Architecture details - Amazon Marketing Cloud Insights on AWS

Architecture details

This section describes the components and AWS services that make up this solution and the architecture details on how these components work together.

AWS services in this solution

AWS service Description
Amazon Athena Core. Access the AWS Glue Data Catalog and query the transformed data in the stage Amazon S3 bucket.
AWS Glue Core. Apply a heavy transformation in the data lake including partitioning pre-stage data and output the data into parquet files.
AWS Lambda Core. Lambda is used to add AMC instances as a part of microservices and register provisioned customers for the data lake. Lambda is also used to process workflow requests, check responses, notify users, transform raw data, partition pre-stage data, and manage metadata stored in Amazon S3 files.
AWS Lake Formation Core. For data lake governance and security.
Amazon S3 Core. The solution uses Amazon S3 buckets to store reporting from Amazon Ads API and Selling Partner API, pre-stage data, and post-stage data.
AWS Step Functions Core. Step Functions orchestrates the Lambda functions and user notifications in the Tenant Provisioning Service, Workflow Manager and data lake.
Amazon DynamoDB Supporting. DynamoDB tables store details of tenants, workflows, and data lake transformations.
Amazon EventBridge Supporting. EventBridge captures the raw data landing into Amazon S3 buckets and invokes the data lake on a recurring basis.
AWS KMS Supporting. The solution uses KMS keys to encrypt and decrypt the data in Amazon S3 buckets, SQS queues, and DynamoDB tables.
Amazon SNS Supporting. The solution uses Amazon SNS to publish execution status of workflow management service.
Amazon SQS Supporting. The solution uses Amazon SQS to send, store, and receive messages between tenants, workflows, and the data lake.
AWS Systems Manager Supporting. Provides application-level resource monitoring and visualization of resource operations and cost data.
AWS Secrets Manager Supporting. Secrets Manager stores the user-specified OAuth credentials.
Amazon QuickSight Optional. For business intelligence, analytics, interactive dashboards, and visualizations that business stakeholders can use.
Amazon SageMaker Jupyter notebook Optional. Amazon SageMaker with sample Jupyter notebooks that analysts can use to provision tenants and manage workflows.

Microservices

This solution deploys six microservices: Platform Management Notebooks, Tenant Provisioning Service, Workflow Manager, Amazon Ads Reporting, Selling Partner Reporting, and the Serverless Data Lake.
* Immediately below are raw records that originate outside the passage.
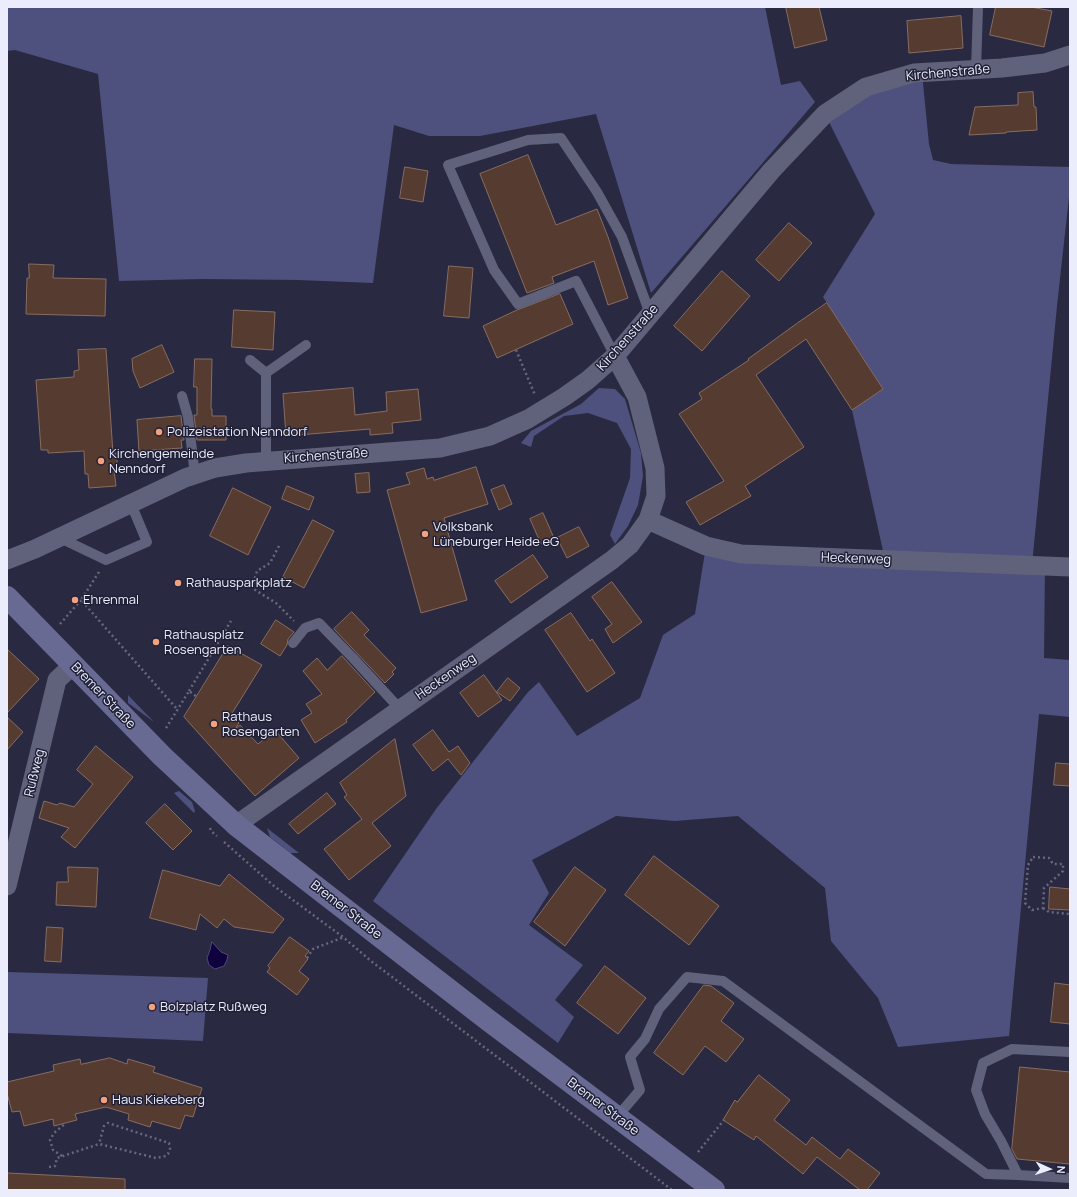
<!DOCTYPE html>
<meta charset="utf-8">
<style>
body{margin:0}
#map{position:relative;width:1077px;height:1197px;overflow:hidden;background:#292a41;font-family:Manrope,sans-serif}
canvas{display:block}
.frame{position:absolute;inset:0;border:8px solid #ebecfc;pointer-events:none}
.north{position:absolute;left:1029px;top:1149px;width:40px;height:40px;-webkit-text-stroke:3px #202037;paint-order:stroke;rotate:93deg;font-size:11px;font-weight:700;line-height:16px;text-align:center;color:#ebecfc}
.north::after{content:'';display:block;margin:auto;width:14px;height:18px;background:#ebecfc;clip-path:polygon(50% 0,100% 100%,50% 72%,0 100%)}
</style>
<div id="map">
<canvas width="1077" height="1197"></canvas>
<div class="frame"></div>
<div class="north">N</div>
</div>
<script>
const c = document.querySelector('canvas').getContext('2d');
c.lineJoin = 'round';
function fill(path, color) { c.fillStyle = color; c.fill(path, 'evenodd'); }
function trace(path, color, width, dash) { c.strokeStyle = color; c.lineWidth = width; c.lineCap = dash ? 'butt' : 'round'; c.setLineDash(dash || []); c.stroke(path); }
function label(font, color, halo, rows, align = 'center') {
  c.font = font + ' Manrope,sans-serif'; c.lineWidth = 3; c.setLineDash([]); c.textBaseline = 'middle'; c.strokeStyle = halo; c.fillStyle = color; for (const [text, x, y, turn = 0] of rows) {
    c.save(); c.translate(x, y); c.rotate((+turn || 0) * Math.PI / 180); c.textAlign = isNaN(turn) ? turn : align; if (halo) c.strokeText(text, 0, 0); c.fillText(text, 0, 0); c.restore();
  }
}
fill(new Path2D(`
 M7 7H765L781 85 800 81 815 102 651 293 596 114 480 136H429L394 125 373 283 298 280 202 279 119 281 98 74 15 50 7 51Z
 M922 73 929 144 933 160 951 164 1070 167V188L1057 306 1032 565 1045 566 1044 658 1070 660V717L1039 714 1009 1036 898 1047 878 998 831 941 825 888 738 816 675 821 616 816 532 860 549 893 529 925 583 965 555 1000 574 1017 558 1043 373 901 436 809 528 692 539 682 577 736 640 698 663 635 695 614 706 546 885 560 852 410 883 389 823 297 875 214 825 114Z
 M599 388 615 389 625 399 641 453 643 476 638 505 628 526 615 544 610 535 630 478 631 449 617 423 588 413 564 416 534 436 531 447 521 443 531 431 581 404Z
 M128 695 154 722 128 703Z
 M179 791 192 802 195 811 194 813 174 793Z
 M267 828 299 853H290L270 837Z
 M8 972 208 978 203 1041 7 1033V974Z`), '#4e507d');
const water = new Path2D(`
 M212 942 221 952 228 955 227 960 224 966 215 969 209 965 207 958 210 950Z`);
fill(water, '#0f003e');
trace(water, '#514777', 1);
const building = new Path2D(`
 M786 7H819L827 40 795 48Z
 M996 7H1031L1052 11 1044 47 990 35Z
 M961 16 963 48 909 53 907 21Z
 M1033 92 1034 107H1036L1037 130 1006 132V133L969 135 975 107 1018 105V93Z
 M528 155 556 225 597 209 608 237 628 298 608 305 594 261 552 277 554 283 527 293 480 174Z
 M405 167 428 171 423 202 400 198Z
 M789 223 812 243 779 281 756 260Z
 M29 264 54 265 53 278 106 279 105 316 26 314 27 278H29Z
 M449 266 473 268 469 318 444 316Z
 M722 271 750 296 702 351 674 326Z
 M560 294 573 324 497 358 483 326 517 310Z
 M827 303 883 389 852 410 806 339 756 375 804 447 745 486 751 496 700 525 686 502 724 481 679 414 702 399 699 393 749 360 748 359 796 324Z
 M234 310 275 312 273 350 232 347Z
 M162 345 174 372 140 388 133 371 132 359Z
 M106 349 113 454 116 453 118 470H114L116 486 89 488 88 474H85L84 451 48 453V450H41L36 380 74 377V371L79 370 78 350Z
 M195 359H212L211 409H212V416H226V440H197L194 415H197V387H194Z
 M353 388 355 415 387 411 386 392 418 389 421 420 392 423 393 433 370 435V429L286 436 283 394Z
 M181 416 184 440H181L182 448 139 451 137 420Z
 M476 467 488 504 444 518 467 600 421 613 387 490 410 484 406 473 424 468 427 479 433 477 434 480Z
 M369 473 370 492 357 493 355 474Z
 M504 485 512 504 499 510 491 490Z
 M287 486 314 497 309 510 282 499Z
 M233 488 271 507 248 555 210 536Z
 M543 513 554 538 541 544 530 519Z
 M313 520 334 531 304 588 283 577Z
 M579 527 589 546 567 558 557 538Z
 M533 555 548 577 511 603 495 581Z
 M612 582 642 622 613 643 605 629 612 624 592 597Z
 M352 612 369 630 364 635 396 668 392 672 394 674 385 683 334 629Z
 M571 613 590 641 592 639 615 673 587 692 545 630Z
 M276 620 294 632 288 639 287 645 280 656 261 644Z
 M228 646 262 665 231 715 239 723 235 729 240 725 258 744 275 730 299 758 255 796 184 717Z
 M7 649 39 679 7 713Z
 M342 656 375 692 346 720 347 722 315 743 301 720 312 713 306 704 322 694 303 671 317 658 327 670Z
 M484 675 502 700 478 717 460 693Z
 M508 678 520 688 510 701 497 692Z
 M7 717 23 732 7 750Z
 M433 730 449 752 458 746 470 763 461 775 448 759 433 771 413 745Z
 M395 739 406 796 372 823 391 846 349 880 324 849 362 819 344 797 347 795 340 783Z
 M96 746 133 777 75 848 61 837 69 828 39 818 44 801 57 805 60 803 74 807 93 784 77 770Z
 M1056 763 1070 764V786L1054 785Z
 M327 793 336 804 298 834 289 824Z
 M165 804 192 831 173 850 146 823Z
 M654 856 719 906 689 945 625 895Z
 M68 867 98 868 96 907 56 905 57 882H68Z
 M575 867 606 890 565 946 534 922Z
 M163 870 220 886 229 874 284 919 273 933 234 927 224 919 217 928 200 914 196 930 150 918Z
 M1050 887 1070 889V910L1049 909Z
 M47 927 63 928 61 962 45 961Z
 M290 937 309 951 305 956 308 959 299 971 309 979 297 995 267 972 270 968 268 966Z
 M605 966 646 998 618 1034 577 1003Z
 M1055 983 1070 985V1024L1051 1022Z
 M704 985 711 986 734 1003 721 1021 744 1039 726 1062 705 1046 683 1075 654 1053Z
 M110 1058 127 1064 128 1059 155 1067 153 1072 202 1088 193 1117 185 1115 180 1129 152 1121 150 1127 128 1120 129 1114 106 1107 75 1114 77 1120 54 1126 53 1119 24 1126 20 1111 12 1112 7 1093V1082L54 1071 53 1065 80 1059 81 1064Z
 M1020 1067 1070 1072V1164L1017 1159 1012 1149Z
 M759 1075 790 1100 774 1120 806 1145 812 1137 840 1159 848 1149 880 1173 867 1190H860L817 1157 803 1174 756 1136 754 1140 723 1120 735 1100 737 1102Z
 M8 1173 125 1179V1190H7Z`);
fill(building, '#553b30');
trace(building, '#8a6c60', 1);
trace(new Path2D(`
 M516 350 535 395
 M279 546 270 563 257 571 252 588 276 603 294 621
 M99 572 81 600 177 709
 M60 624 81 600
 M189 691 231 621
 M166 728 189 691 197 697
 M210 828 211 831 217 836
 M224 842 274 886 343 937 371 961 672 1190
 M1033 857 1049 858 1053 864H1063V871L1044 888 1043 908 1032 910 1025 903 1028 865Z
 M1043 908 1049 912 1070 914
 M307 958 313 949 344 937
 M698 1152 724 1120
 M62 1156 53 1150 50 1140 54 1133 66 1123
 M49 1167 55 1166 57 1158 99 1144 156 1158 166 1156 168 1154 170 1149 169 1143 108 1123 104 1126 99 1144`), '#67687d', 2.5, [2, 3]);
trace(new Path2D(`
 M976 70 978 7
 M615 356 576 281 518 304 494 270 448 165 528 140 561 138 597 192 622 237 650 314
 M250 360 266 373
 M182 396 188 417 195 475
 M266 461V373L306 345
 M60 538 106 560 147 542 131 504
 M293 643 305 628 319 623 353 658 400 709
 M1070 1052 1012 1049 983 1063 976 1090 985 1114 1001 1141 1018 1175 1070 1178
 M617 1117 640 1090 630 1057 645 1039 659 1009 687 977 723 981 986 1174 1018 1175`), '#60627c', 10);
trace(new Path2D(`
 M648 520 706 546 741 554 1070 567
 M7 560 35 549 185 478 215 468 246 463 440 448 490 436 528 419 564 397 588 380 615 356 772 170 825 114 866 87 914 73 1002 68 1045 63 1070 55
 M236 825 612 560 630 545 648 520 656 496 655 468 637 397 615 356
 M7 886 57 680 73 665`), '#60627c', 19);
trace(new Path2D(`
 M7 597 162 756 236 825 488 1020 714 1190`), '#686a93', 22);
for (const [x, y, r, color] of [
 [159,432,4,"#f2a17e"],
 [101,461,4,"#f2a17e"],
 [425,534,4,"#f2a17e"],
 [178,583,4,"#f2a17e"],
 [75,600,4,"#f2a17e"],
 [156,642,4,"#f2a17e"],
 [214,724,4,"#f2a17e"],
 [152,1007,4,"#f2a17e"],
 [104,1100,4,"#f2a17e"]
]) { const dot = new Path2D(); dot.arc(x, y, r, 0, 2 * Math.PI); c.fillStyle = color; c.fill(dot); trace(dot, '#202037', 1.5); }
label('13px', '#ebecfc', '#202037', [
 ["Kirchenstraße",948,73,-5],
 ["Kirchenstraße",628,338,-48],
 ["Kirchenstraße",326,456,-4],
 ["Heckenweg",856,559,2],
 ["Heckenweg",446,677,-35],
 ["Bremer Straße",103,696,46],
 ["Rußweg",35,773,-76],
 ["Bremer Straße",346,910,38],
 ["Bremer Straße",603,1107,37]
]);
label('13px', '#ebecfc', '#202037', [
 ["Polizeistation Nenndorf",167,432],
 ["Kirchengemeinde",109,454],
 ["Nenndorf",109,469],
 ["Volksbank",433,527],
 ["Lüneburger Heide eG",433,542],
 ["Rathausparkplatz",186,583],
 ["Ehrenmal",83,600],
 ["Rathausplatz",164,635],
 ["Rosengarten",164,650],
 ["Rathaus",222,717],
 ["Rosengarten",222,732],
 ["Bolzplatz Rußweg",160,1007],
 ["Haus Kiekeberg",112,1100]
], 'left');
</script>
Platform Management Notebooks

The Platform Management Notebooks serve as sample code for interfacing with the Tenant Provisioning Service, Workflow Manager, Amazon Ads Reporting, and Selling Partner Reporting microservices.

Tenant Provisioning Service

The Tenant Provisioning Service manages AMC customers onboarded through the solution. Each onboarded AMC customer is mapped to an AMC instance and deployed as a stack in the solution.

Workflow Manager

The Workflow Manager manages requests sent to the AMC API. In addition to synchronizing data between the solution and a customer's AMC instance, the Workflow Manager enables scheduling of AMC workflows using CRON-based scheduling, and queue-based routing to ensure that all requests are processed.

Depicts Workflow Manager

Workflow Manager

Amazon Ads Reporting

The Amazon Ads Reporting microservice schedules and fetches reports from the Amazon Ads reporting API endpoint.

Depicts Amazon Ads Reporting

Amazon Ads Reporting

Selling Partner Reporting

The Selling Partner Reporting microservice schedules and fetches reports from the Selling Partner API.

Depicts Amazon Ads Reporting

Amazon Ads Reporting

Serverless Data lake

The Data Lake transforms the data delivered by the other microservices in any of the intake S3 buckets deployed by the application (reporting bucket for Amazon Ads and Selling Partner reports, AMC buckets for AMC data, and the general-purpose Raw bucket for custom data uploaded by an external provider or AWS service). The data lake detects the objects created in the bucket and starts the transformations if the dataset is configured. The data lake routes the data to its corresponding pipeline and applies custom transformation for the dataset provided by customers. The transformed data is stored to the Amazon S3 stage buckets and can be accessed through AWS Glue Data Catalog.

Depicts Data Lake

Data Lake

Orchestration

AWS Step Functions is the orchestration service used in the Tenant Provisioning Service, Workflow Manager, Amazon Ads Reporting, Selling Partner Reporting, and data lake to coordinate multiple activities in this solution.

  • The Step Functions in the Tenant Provisioning Service orchestrate Lambda functions to add AMC instances, and register the provisioned customer into the data lake.

  • The Workflow Manager uses Step Functions to coordinate Lambda functions for processing workflow requests, creating workflow runs, checking workflow status, and notifying the user.

  • Step Functions in the data lake automates transformations after data are delivered in any of the intake S3 buckets.

  • The Amazon Ads Reporting and Selling Partner Reporting Step Functions orchestrate the Lambda functions to schedule and handle report requests, check the status of reports, and download the completed reports to the S3 bucket.